Dans le cadre de la mission Pittet, nous avons proposé la création d'un Observatoire des pratiques de prévention dans la population générale, sous l'égide de Santé publique France. Il y a un vrai enjeu à capitaliser l'existant. On a déjà beaucoup régressé. Or c'est maintenant qu'il faut continuer à être vigilant, à transmettre les bonnes pratiques d'hygiène, pour limiter la transmission de nombreuses pathologies (gastro-entérites, grippes, bronchiolites...). Se laver les mains et porter des masques en cas de maladie reste la base.

Du côté des soignants, on a observé un regain des gestes d'hygiène pendant la crise Covid. Mais là encore il faudra le maintenir. Le rôle de la SF2H peut être justement de valoriser les innovations. Tous les fabricants de solutions hydroalcooliques ont développé des solutions d'évaluation automatique de la consommation de produit, voire même de l'observance de l'hygiène des mains grâce à des systèmes de capteurs adaptés autour du lit du patient ou sur les professionnels eux-mêmes (dans un sabot ou autour d'un ordinateur). Aujourd'hui leur taux d'utilisation est quasi nul. Ces chiffres devraient être connus des équipes d'hygiène, non pas pour persécuter les gens mais pour adapter les stratégies et anticiper avant que l'épidémie n'arrive. On se heurte au manque de culture de prévention française. Investir des dizaines de milliers d'euros dans des dispositifs pour couvrir un établissement de santé va paraître infaisable quand on les dépense en dix minutes pour un nouveau traitement. Et ce, même si le discours national est très volontariste autour de la prévention. Il faudrait des lignes d'investissements régionales ciblées.

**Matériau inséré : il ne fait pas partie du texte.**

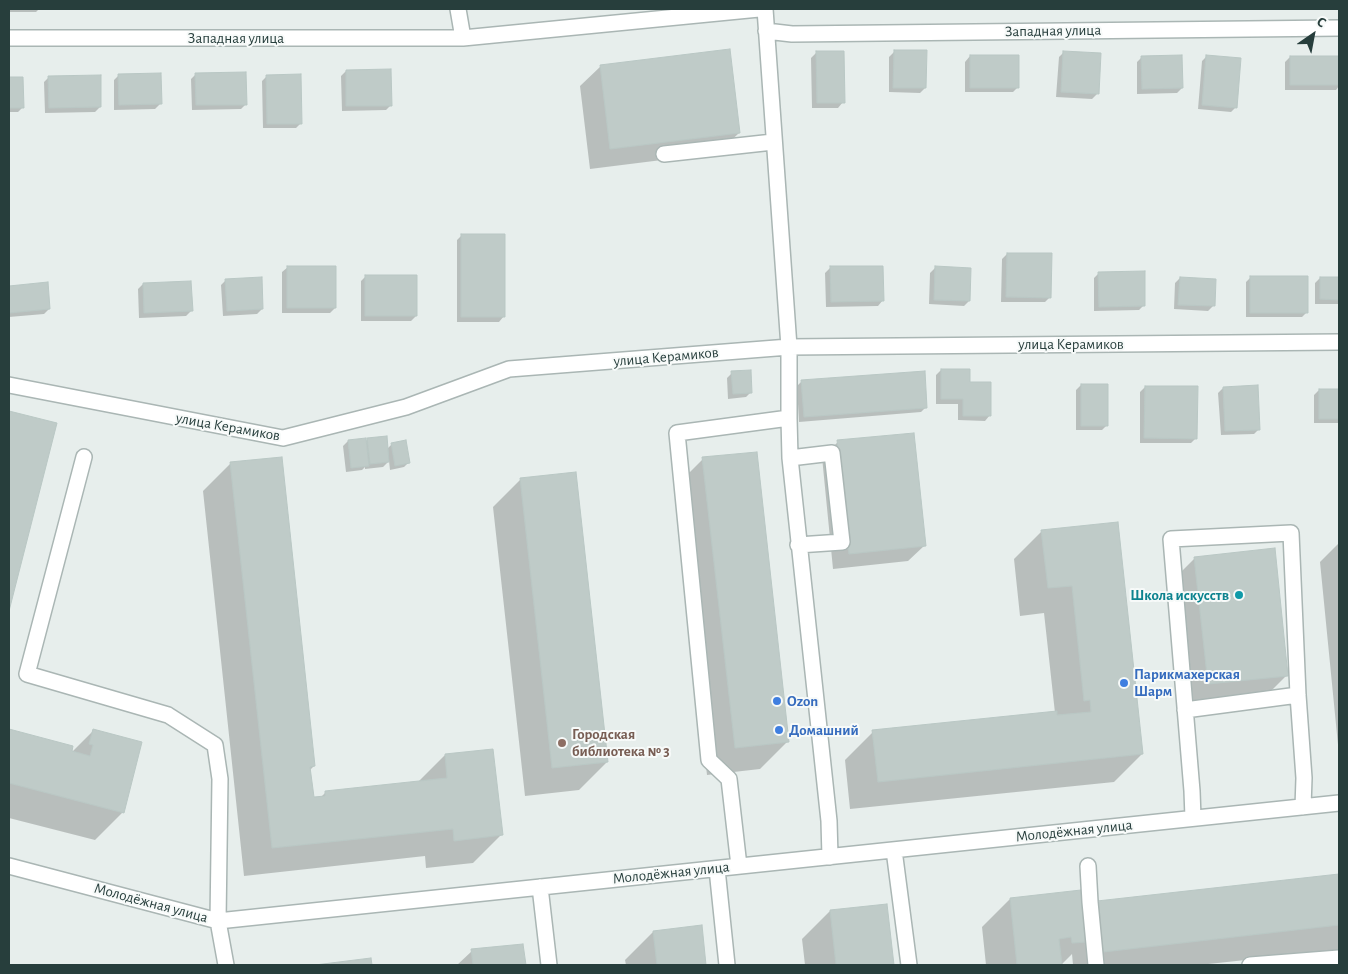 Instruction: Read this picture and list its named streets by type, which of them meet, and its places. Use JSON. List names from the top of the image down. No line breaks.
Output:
{"streets":{"street":["Западная улица","улица Керамиков","Молодёжная улица"]},"places":["Школа искусств","Парикмахерская Шарм","Ozon","Домашний","Городская библиотека № 3"],"north":"top right"} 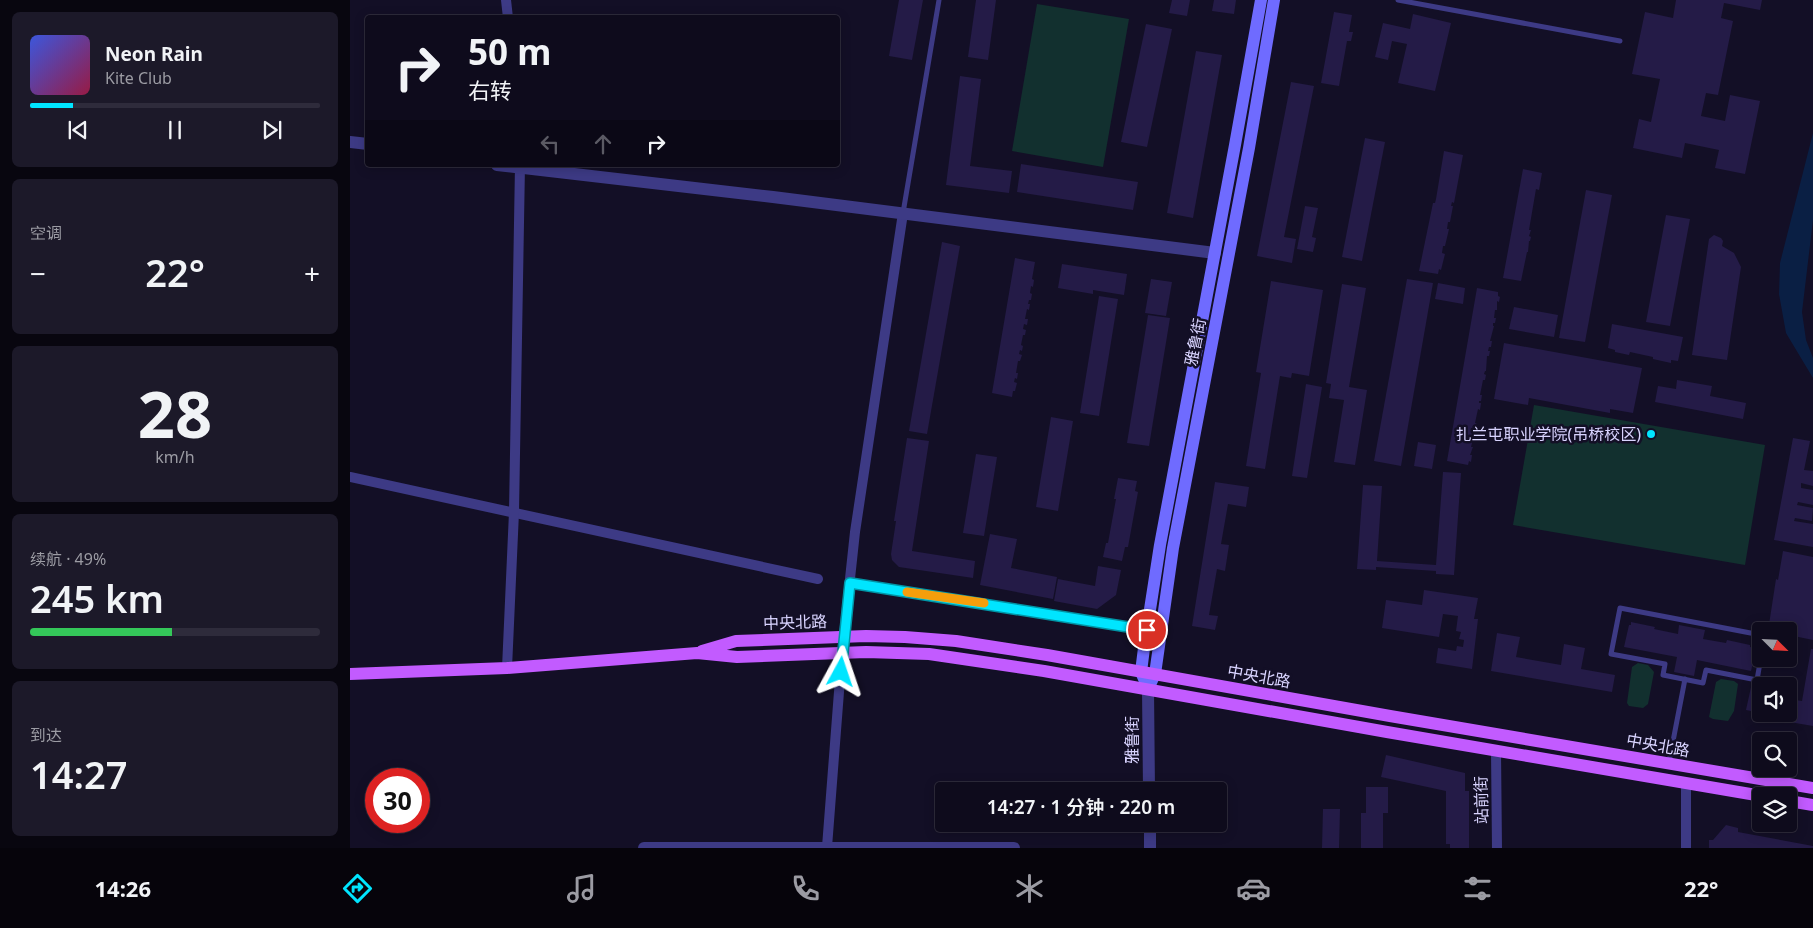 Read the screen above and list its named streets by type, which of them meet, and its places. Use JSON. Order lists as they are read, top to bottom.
{
  "streets": {
    "main road": ["雅鲁街", "中央北路"],
    "street": ["站前街"]
  },
  "crossings": [
    ["雅鲁街", "中央北路"],
    ["中央北路", "站前街"]
  ],
  "places": ["扎兰屯职业学院(吊桥校区)"],
  "north": "bottom right",
  "page": {
    "turn": ["50 m", "右转"],
    "song": ["Neon Rain", "Kite Club"],
    "tile": [
      "空调",
      ["28", "km/h"],
      ["续航 · 49%", "245 km"],
      ["到达", "14:27"]
    ],
    "heat": ["−", "22°", "+"],
    "limit": "30",
    "trip": "14:27 · 1 分钟 · 220 m",
    "tabs": ["14:26", "22°"]
  }
}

Vous avez été très actif au sein de la commission hygiène pendant la crise Covid. Quels enseignements tirer de cette période ?

C'est une aventure complexe à laquelle personne n'était préparé. Le risque infectieux avait été abandonné depuis près de dix ans. Les précédentes épidémies nous avaient épargnées et nos plans « pandémie » étaient inadaptés, insuffisants. On avait donc un gros handicap de départ. On a été parmi les pays frappés en premier. On peut reconnaître que notre système de santé s'est montré assez fort mais il s'est effrité au fur et à mesure. Nous avons constaté les faiblesses du milieu médico-social comparé aux Allemands qui disposent d'infirmières de pratiques avancées en gériatrie, de médecins généralistes réquisitionnables pour aller travailler en Ehpad, d'une évaluation externe annuelle de la performance... L'exécutif français a pourtant su s'adapter malgré ces handicaps. La vaccination qui cumulait toutes les difficultés, finit aujourd'hui avec un très haut taux même si se pose maintenant la nécessité de la 3e dose.

Cette réussite n'efface pas nos problèmes structurels, dont un ministère de la Santé considéré comme faible au niveau national. II s'est affaibli en central au profit d'une multitude d'agences régionales, indépendantes. Ce ministère doit se refonder. Il faut l'aider à avoir plus d'expertises et des liens plus fluides avec ses agences.